Write out the whole listing again so that each line matches the original.
:: Data supplied
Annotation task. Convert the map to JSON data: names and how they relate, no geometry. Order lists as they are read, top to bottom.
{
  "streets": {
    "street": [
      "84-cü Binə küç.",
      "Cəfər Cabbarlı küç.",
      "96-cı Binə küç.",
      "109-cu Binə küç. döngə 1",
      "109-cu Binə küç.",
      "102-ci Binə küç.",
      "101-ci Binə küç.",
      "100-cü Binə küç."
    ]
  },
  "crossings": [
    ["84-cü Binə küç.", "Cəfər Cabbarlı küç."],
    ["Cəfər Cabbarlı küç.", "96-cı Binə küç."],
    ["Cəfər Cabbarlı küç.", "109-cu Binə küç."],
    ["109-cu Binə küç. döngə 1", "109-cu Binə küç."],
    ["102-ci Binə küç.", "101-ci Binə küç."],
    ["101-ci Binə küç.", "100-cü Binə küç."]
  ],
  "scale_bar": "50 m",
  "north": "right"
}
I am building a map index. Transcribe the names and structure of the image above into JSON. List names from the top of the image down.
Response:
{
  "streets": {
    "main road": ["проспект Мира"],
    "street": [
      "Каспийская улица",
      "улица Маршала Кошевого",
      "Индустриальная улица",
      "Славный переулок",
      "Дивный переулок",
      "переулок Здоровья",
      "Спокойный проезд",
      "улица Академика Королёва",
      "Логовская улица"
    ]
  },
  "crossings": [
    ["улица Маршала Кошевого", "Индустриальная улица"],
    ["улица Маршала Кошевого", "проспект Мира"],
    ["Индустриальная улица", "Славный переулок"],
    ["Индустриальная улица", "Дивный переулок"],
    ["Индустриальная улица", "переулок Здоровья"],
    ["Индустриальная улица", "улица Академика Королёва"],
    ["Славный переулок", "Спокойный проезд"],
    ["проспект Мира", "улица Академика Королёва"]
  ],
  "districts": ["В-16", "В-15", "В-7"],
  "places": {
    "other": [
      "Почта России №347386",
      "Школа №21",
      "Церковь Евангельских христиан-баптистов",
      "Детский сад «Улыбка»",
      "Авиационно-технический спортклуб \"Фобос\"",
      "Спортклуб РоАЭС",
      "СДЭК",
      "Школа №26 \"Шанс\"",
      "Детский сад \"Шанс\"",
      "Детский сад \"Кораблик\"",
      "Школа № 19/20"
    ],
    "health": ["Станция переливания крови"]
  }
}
::::
▶ Task response:
Annotation task. Convert the map to JSON data: names and how they relate, no geometry. Order lists as they are read, top to bottom.
{
  "streets": {
    "street": [
      "84-cü Binə küç.",
      "Cəfər Cabbarlı küç.",
      "96-cı Binə küç.",
      "109-cu Binə küç. döngə 1",
      "109-cu Binə küç.",
      "102-ci Binə küç.",
      "101-ci Binə küç.",
      "100-cü Binə küç."
    ]
  },
  "crossings": [
    ["84-cü Binə küç.", "Cəfər Cabbarlı küç."],
    ["Cəfər Cabbarlı küç.", "96-cı Binə küç."],
    ["Cəfər Cabbarlı küç.", "109-cu Binə küç."],
    ["109-cu Binə küç. döngə 1", "109-cu Binə küç."],
    ["102-ci Binə küç.", "101-ci Binə küç."],
    ["101-ci Binə küç.", "100-cü Binə küç."]
  ],
  "scale_bar": "50 m",
  "north": "right"
}
I am building a map index. Transcribe the names and structure of the image above into JSON. List names from the top of the image down.
Response:
{
  "streets": {
    "main road": ["проспект Мира"],
    "street": [
      "Каспийская улица",
      "улица Маршала Кошевого",
      "Индустриальная улица",
      "Славный переулок",
      "Дивный переулок",
      "переулок Здоровья",
      "Спокойный проезд",
      "улица Академика Королёва",
      "Логовская улица"
    ]
  },
  "crossings": [
    ["улица Маршала Кошевого", "Индустриальная улица"],
    ["улица Маршала Кошевого", "проспект Мира"],
    ["Индустриальная улица", "Славный переулок"],
    ["Индустриальная улица", "Дивный переулок"],
    ["Индустриальная улица", "переулок Здоровья"],
    ["Индустриальная улица", "улица Академика Королёва"],
    ["Славный переулок", "Спокойный проезд"],
    ["проспект Мира", "улица Академика Королёва"]
  ],
  "districts": ["В-16", "В-15", "В-7"],
  "places": {
    "other": [
      "Почта России №347386",
      "Школа №21",
      "Церковь Евангельских христиан-баптистов",
      "Детский сад «Улыбка»",
      "Авиационно-технический спортклуб \"Фобос\"",
      "Спортклуб РоАЭС",
      "СДЭК",
      "Школа №26 \"Шанс\"",
      "Детский сад \"Шанс\"",
      "Детский сад \"Кораблик\"",
      "Школа № 19/20"
    ],
    "health": ["Станция переливания крови"]
  }
}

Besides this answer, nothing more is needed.